CHAIRMAN: DR. KHALID BIN THANI AL THANI
EDITOR-IN-CHIEF: PROF. KHALID MUBARAK AL-SHAFI

Qatar

Alumna awarded CMU-Q’s first grant for post-doctoral research

Published: 06 Dec 2020 - 10:01 am | Last Updated: 03 Nov 2021 - 04:46 pm
Hend Gedawy

Hend Gedawy

The Peninsula

Doha: Carnegie Mellon University in Qatar (CMU-Q), a Qatar Foundation partner university, received its first Post-Doctoral Research Award (PDRA) from Qatar National Research Fund (QNRF) for a project led by Hend Gedawy, with Khaled Harras as a mentor. 

The project, which will harness edge resources for deep learning, could have profound implications in mobile health applications and data privacy. 

The PDRA program is an initiative of QNRF to build human capability in research. 

The awards aim to encourage national and home-grown recent PhD graduates to pursue careers in research, particularly in areas that will contribute to Qatar’s vision and priorities. 

Gedawy is a Carnegie Mellon alumna, completing her bachelor’s degree in computer science at the Qatar campus in 2009, and then her master’s degree from CMU’s School of Computer Science.

She returned to Qatar for her doctoral studies, completing her PhD at Hamad Bin Khalifa University in April. 

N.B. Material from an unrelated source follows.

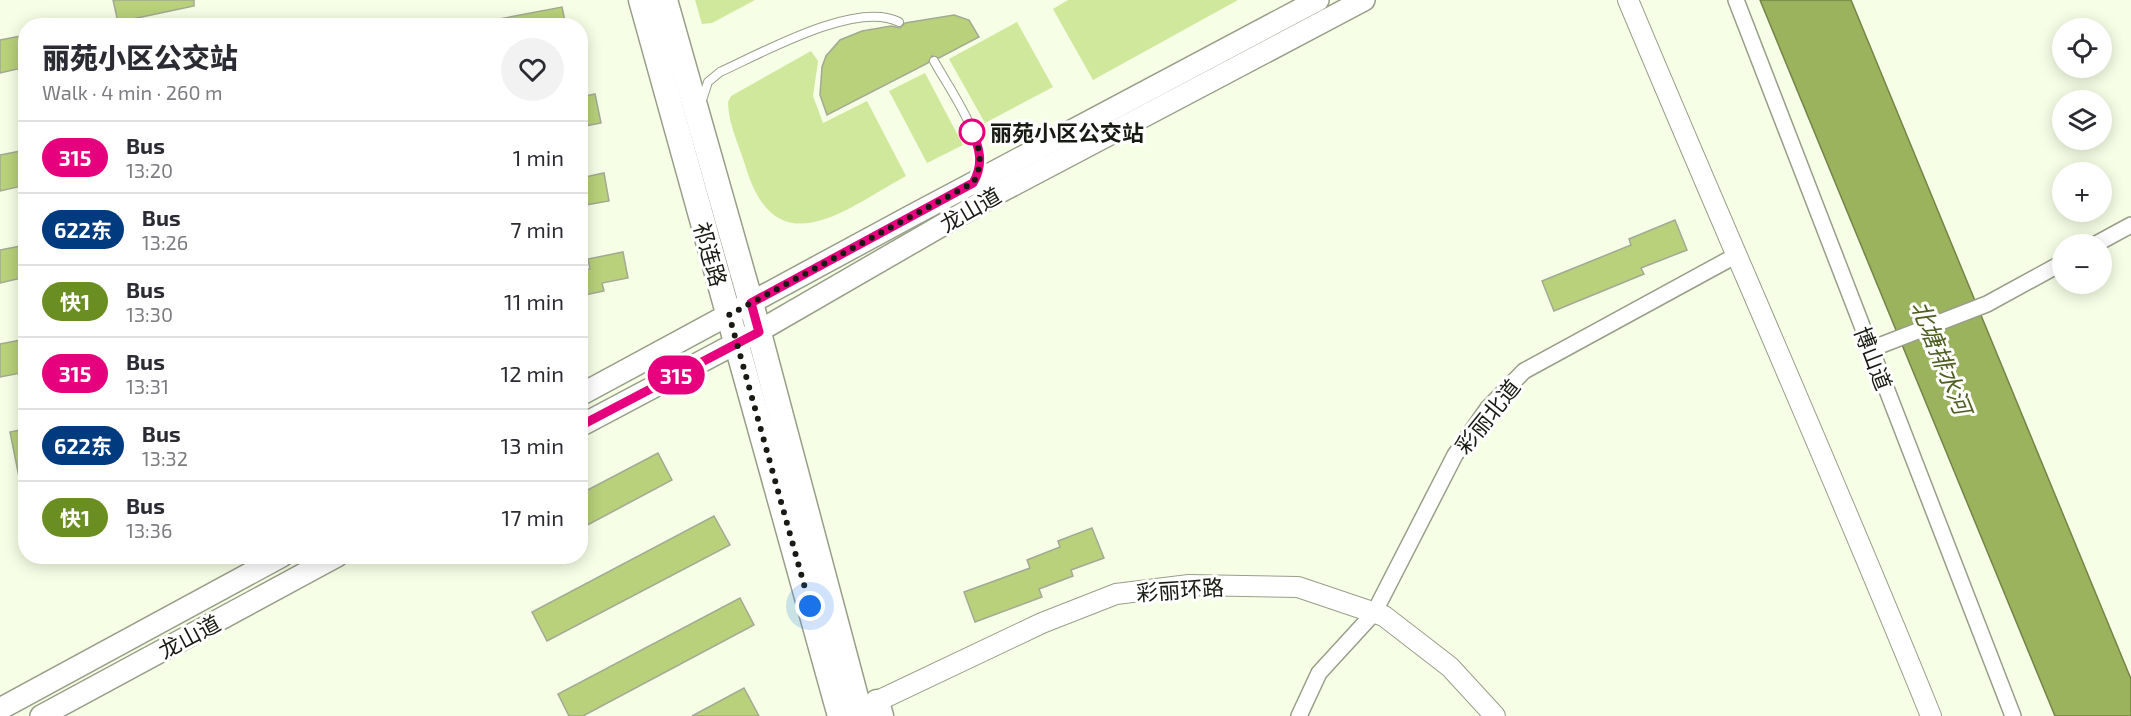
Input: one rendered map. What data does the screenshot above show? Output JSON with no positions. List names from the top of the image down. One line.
{"streets":{"main road":["龙山道","祁连路"],"street":["博山道","彩丽北道","彩丽环路"]},"crossings":[["龙山道","祁连路"],["祁连路","彩丽环路"],["彩丽北道","彩丽环路"]],"water":["北塘排水河"],"places":["丽苑小区公交站"],"lines":["bus line 315"],"page":{"on_map":"315","map_buttons":["+","−"],"heading":["丽苑小区公交站","Walk · 4 min · 260 m"],"list":[{"mark":"315","name":"Bus","note":"13:20","value":"1 min"},{"mark":"622东","name":"Bus","note":"13:26","value":"7 min"},{"mark":"快1","name":"Bus","note":"13:30","value":"11 min"},{"mark":"315","name":"Bus","note":"13:31","value":"12 min"},{"mark":"622东","name":"Bus","note":"13:32","value":"13 min"},{"mark":"快1","name":"Bus","note":"13:36","value":"17 min"}]}}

“I feel like I never left CMU-Q,” said Gedawy, whose Ph.D. advisors included both Harras and faculty members from HBKU. “This is a great opportunity to continue my research and to come back to Carnegie Mellon.” Harras is a teaching professor of computer science at CMU-Q and the area head of the computer science program. 

Khaled Harras

He taught Gedawy while she was an undergraduate student at CMU-Q and continued to serve as a mentor during her graduate studies: “This project is an extension of the work that Hend did while she was a doctoral student. 

During her studies, she collaborated with faculty members at both HBKU and CMU-Q, and this collaboration will be a huge asset as we begin this new avenue of investigation.”

The project will explore new ways to employ machine learning for applications that process personal information. 

Instead of collecting data and processing it in a centralised server, often located on a different continent, they propose to use edge resources to process the information locally.  Edge resources include idle computing devices in a typical home, like tablets, televisions, and smart appliances.

This approach would lessen the lag time and also allow for private and identifying information to stay within the confines of a person’s home or immediate environment.

CMU-Q’s computer science program follows the CMU School of Computer Science curriculum, which is a world leader in the areas of artificial intelligence and machine learning.